■ **Your goal**:
In the entries below, how many lines contain the string "canvas"? Respond with the number only.

======== Material provided ========

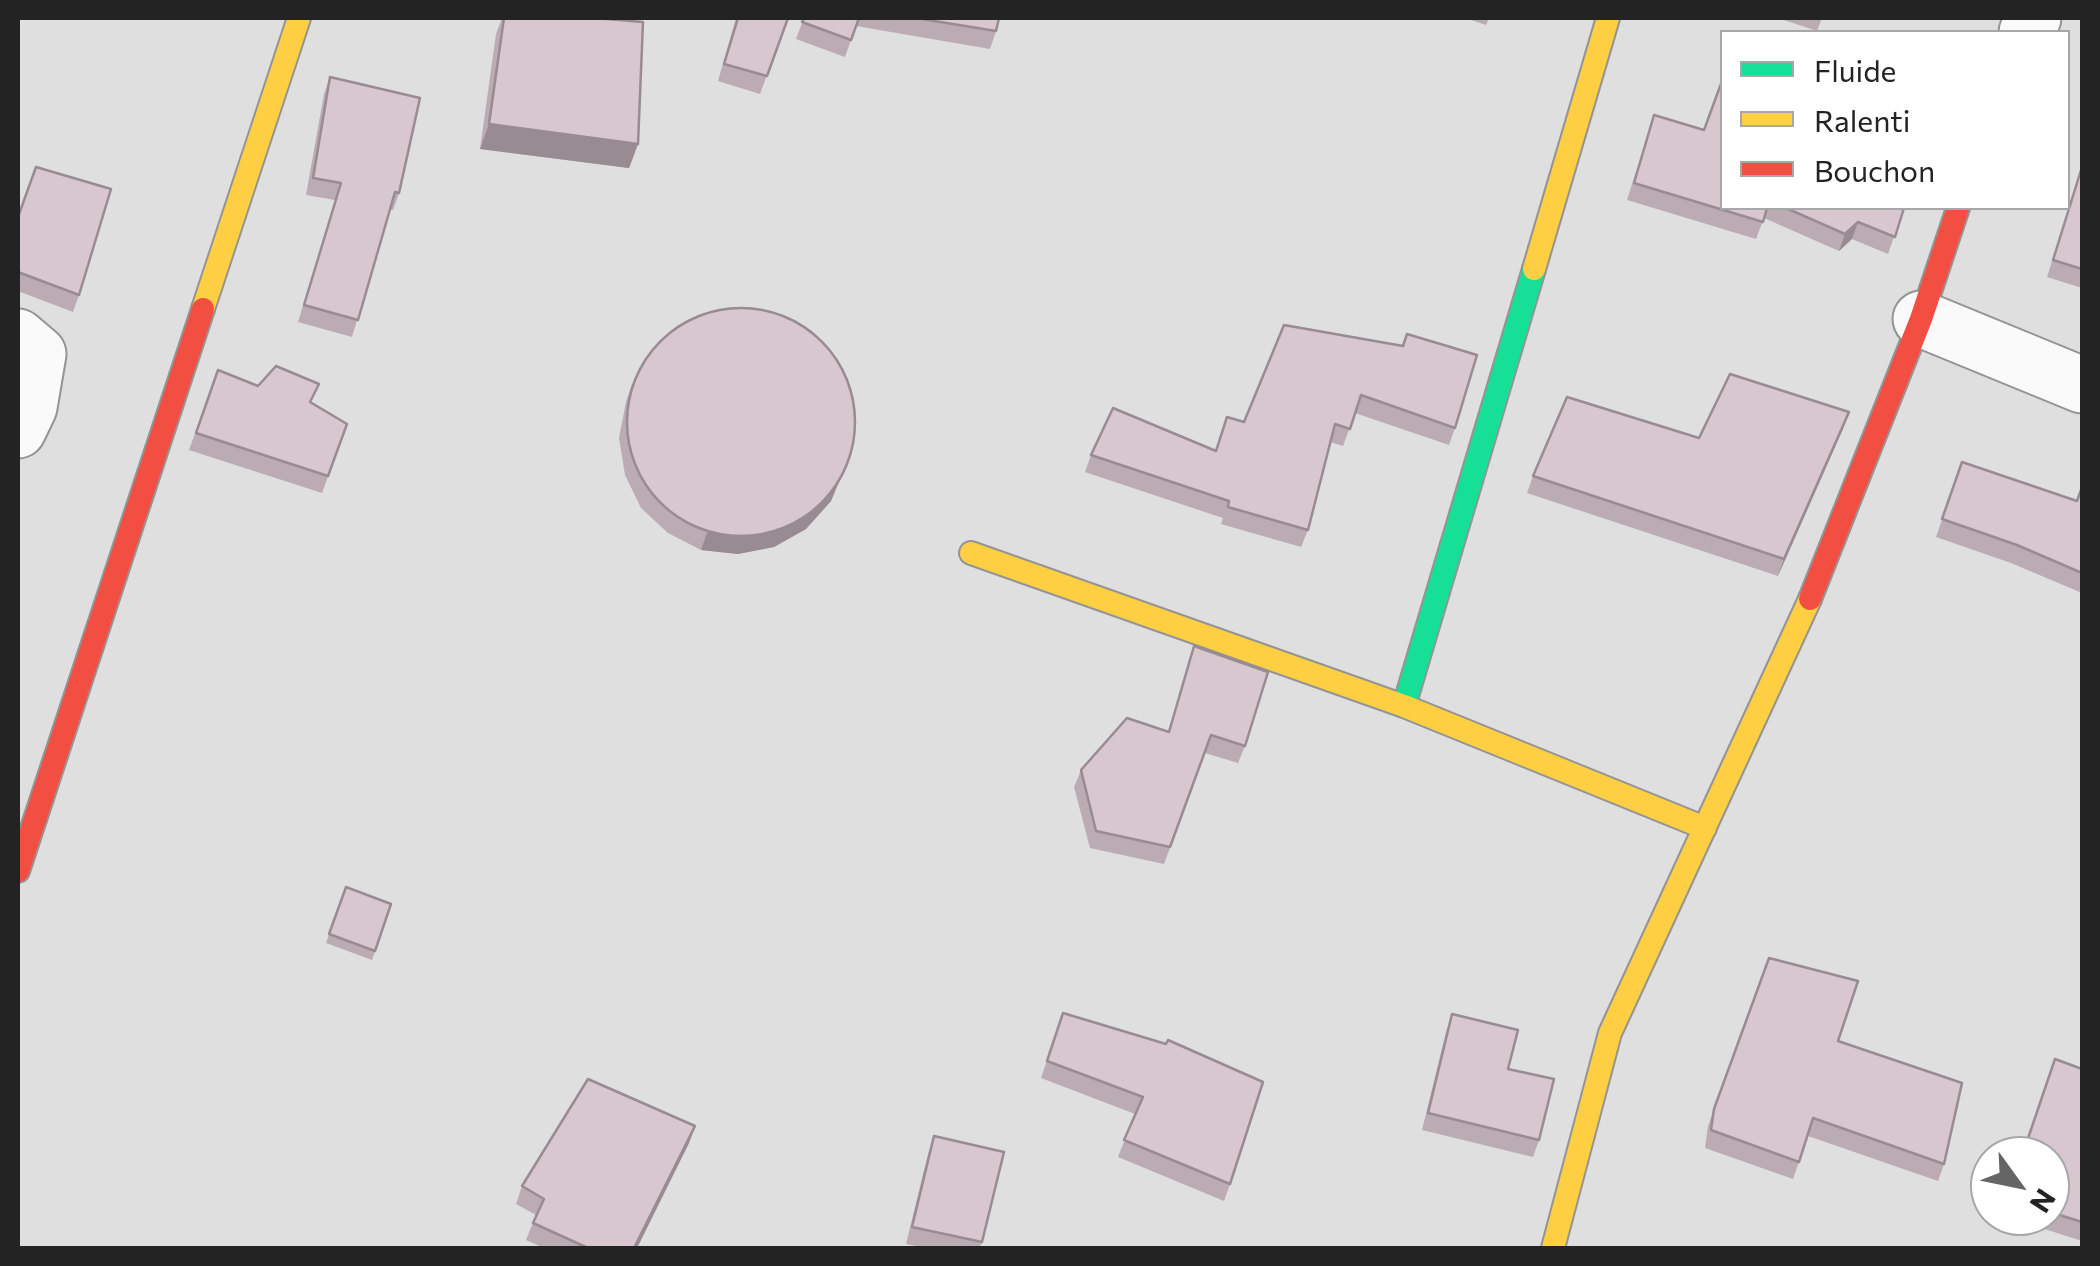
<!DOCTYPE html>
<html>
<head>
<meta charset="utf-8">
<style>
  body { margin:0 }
  #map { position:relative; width:2100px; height:1266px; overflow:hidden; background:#dfdfe0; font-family:Commissioner,sans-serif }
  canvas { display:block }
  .frame { position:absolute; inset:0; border:20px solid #232324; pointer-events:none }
  .legend { position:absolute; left:1720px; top:30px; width:350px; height:180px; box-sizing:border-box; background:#fff; border:2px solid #a7a7a7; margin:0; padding:12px 18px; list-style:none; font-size:30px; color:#232324 }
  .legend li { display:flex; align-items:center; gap:20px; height:50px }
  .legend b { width:50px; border:2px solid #a7a7a7 }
  .north { position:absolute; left:1970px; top:1136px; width:100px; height:100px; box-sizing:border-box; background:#fff; border:2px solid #a7a7a7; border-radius:50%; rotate:123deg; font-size:28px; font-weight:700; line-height:40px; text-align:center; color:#232324 }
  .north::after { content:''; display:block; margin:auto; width:35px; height:45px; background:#656566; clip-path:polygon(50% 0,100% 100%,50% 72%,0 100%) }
</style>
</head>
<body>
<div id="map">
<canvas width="2100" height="1266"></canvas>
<div class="frame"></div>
<ul class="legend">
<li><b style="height:12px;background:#16e098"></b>Fluide</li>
<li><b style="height:12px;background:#ffcf43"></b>Ralenti</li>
<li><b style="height:12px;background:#f24e42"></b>Bouchon</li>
</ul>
<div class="north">N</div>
</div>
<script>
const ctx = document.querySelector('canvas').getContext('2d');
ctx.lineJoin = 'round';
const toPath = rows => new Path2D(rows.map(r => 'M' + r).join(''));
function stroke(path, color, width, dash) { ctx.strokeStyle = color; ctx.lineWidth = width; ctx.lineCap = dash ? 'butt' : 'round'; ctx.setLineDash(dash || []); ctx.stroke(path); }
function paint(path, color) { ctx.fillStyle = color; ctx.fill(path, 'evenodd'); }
const street = toPath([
  [2027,32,2033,18],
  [1921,319,2082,385],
  [18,337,38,354,29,407,18,430]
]);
const fast = toPath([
  [1404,706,1534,269]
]);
const slow = toPath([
  [1534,269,1608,18],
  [203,309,299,18],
  [971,553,1404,706,1705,828],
  [1553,1248,1610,1033,1810,599]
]);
const jam = toPath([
  [1810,599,1921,319,1958,208],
  [18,871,203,309]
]);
stroke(street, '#949495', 59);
stroke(fast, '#949495', 26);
stroke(slow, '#949495', 26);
stroke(jam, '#949495', 26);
stroke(street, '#fafafa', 55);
stroke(fast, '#16e098', 22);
stroke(slow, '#ffcf43', 22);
stroke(jam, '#f24e42', 22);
paint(toPath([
  [502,18,594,18,638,144,629,168,480,149,496,34],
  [736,18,788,18,760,94,718,81],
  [804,18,999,18,996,31,990,49,856,26,845,57,796,39],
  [1465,18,1489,18,1486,25],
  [1778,18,1822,18,1817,31],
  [330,77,399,193,393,210,390,210,352,337,298,322,335,200,306,195,324,94],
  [1654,115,1722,208,1904,208,1888,254,1852,239,1839,251,1764,218,1756,239,1627,200],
  [2082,167,2082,288,2047,277],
  [18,217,79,295,73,312,18,291],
  [1284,325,1455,428,1449,445,1355,413,1343,446,1330,442,1308,530,1301,547,1221,524,1223,518,1085,472,1091,455,1216,451,1244,422],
  [218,370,258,386,311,403,347,424,322,493,189,450],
  [632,384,846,466,831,501,806,529,774,547,738,554,701,550,668,533,641,508,625,475,619,438,626,402],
  [1849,412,1778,576,1527,493,1533,476],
  [1962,462,2077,501,2082,487,2082,593,2011,563,1936,537],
  [1194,646,1245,746,1238,763,1205,753,1164,864,1090,848,1074,787,1081,770,1168,732],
  [346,887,391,904,372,960,326,943],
  [1769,958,1838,1041,1944,1164,1938,1181,1808,1136,1793,1179,1705,1148,1708,1126],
  [1063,1013,1230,1184,1224,1201,1118,1157,1135,1114,1041,1078],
  [1452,1014,1539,1140,1533,1157,1422,1130,1446,1032],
  [2082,1069,2082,1241,2004,1216,2050,1216,2050,1156],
  [695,1126,689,1143,637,1248,544,1248,526,1240,536,1215,516,1204,522,1186],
  [934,1136,982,1242,980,1248,926,1248,906,1244,928,1154]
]), '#bbabb2');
paint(toPath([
  [489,124,638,144,629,168,480,149],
  [1858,222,1852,239,1839,251,1845,234],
  [1849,412,1843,429,1778,576,1784,559],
  [852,449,831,501,806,529,774,547,738,554,701,550,707,533],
  [695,1126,689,1143,637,1248,634,1248]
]), '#988b91');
const building = toPath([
  [504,18,594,18,643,22,638,144,489,124,504,18],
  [738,18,788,18,767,76,724,64,738,18],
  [804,18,859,18,851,40,802,22,804,18],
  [916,18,999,18,996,31,916,18],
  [330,77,420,98,399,193,395,192,358,320,304,305,341,183,313,178,330,77],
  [1722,81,1722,208,1767,208,1763,222,1634,183,1654,115,1704,130,1722,81],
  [36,167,111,189,79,295,18,272,18,217,36,167],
  [2082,167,2082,269,2053,260,2082,167],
  [1786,208,1904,208,1895,237,1858,222,1845,234,1786,208],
  '627 422a114 114 0 1 1 228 0a114 114 0 1 1-228 0Z',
  [1284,325,1403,346,1407,334,1477,355,1455,428,1361,395,1350,429,1335,424,1308,530,1228,507,1229,501,1091,455,1113,408,1216,451,1227,417,1244,422,1284,325],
  [276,366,319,384,310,402,347,424,328,476,196,433,218,370,258,386,276,366],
  [1730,374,1849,412,1784,559,1533,476,1567,397,1699,438,1730,374],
  [1962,462,2077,501,2082,487,2082,573,2017,545,1942,519,1962,462],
  [1194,646,1268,672,1245,746,1211,735,1170,847,1096,831,1081,770,1127,718,1169,732,1194,646],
  [346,887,391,904,375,951,329,934,346,887],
  [1769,958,1858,981,1838,1041,1962,1083,1944,1164,1813,1118,1799,1162,1711,1130,1714,1109,1769,958],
  [1063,1013,1166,1044,1168,1040,1263,1082,1230,1184,1124,1140,1143,1097,1047,1061,1063,1013],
  [1452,1014,1518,1030,1508,1069,1554,1079,1539,1140,1428,1113,1452,1014],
  [2055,1059,2082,1069,2082,1222,2050,1212,2050,1156,2022,1156,2055,1059],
  [588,1079,695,1126,634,1248,588,1248,533,1223,544,1199,522,1186,588,1079],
  [934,1136,1004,1152,982,1242,912,1227,934,1136]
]);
paint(building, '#d9c7cf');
stroke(building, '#988b91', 2.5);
</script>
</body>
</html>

========

■ **Solution below**:
3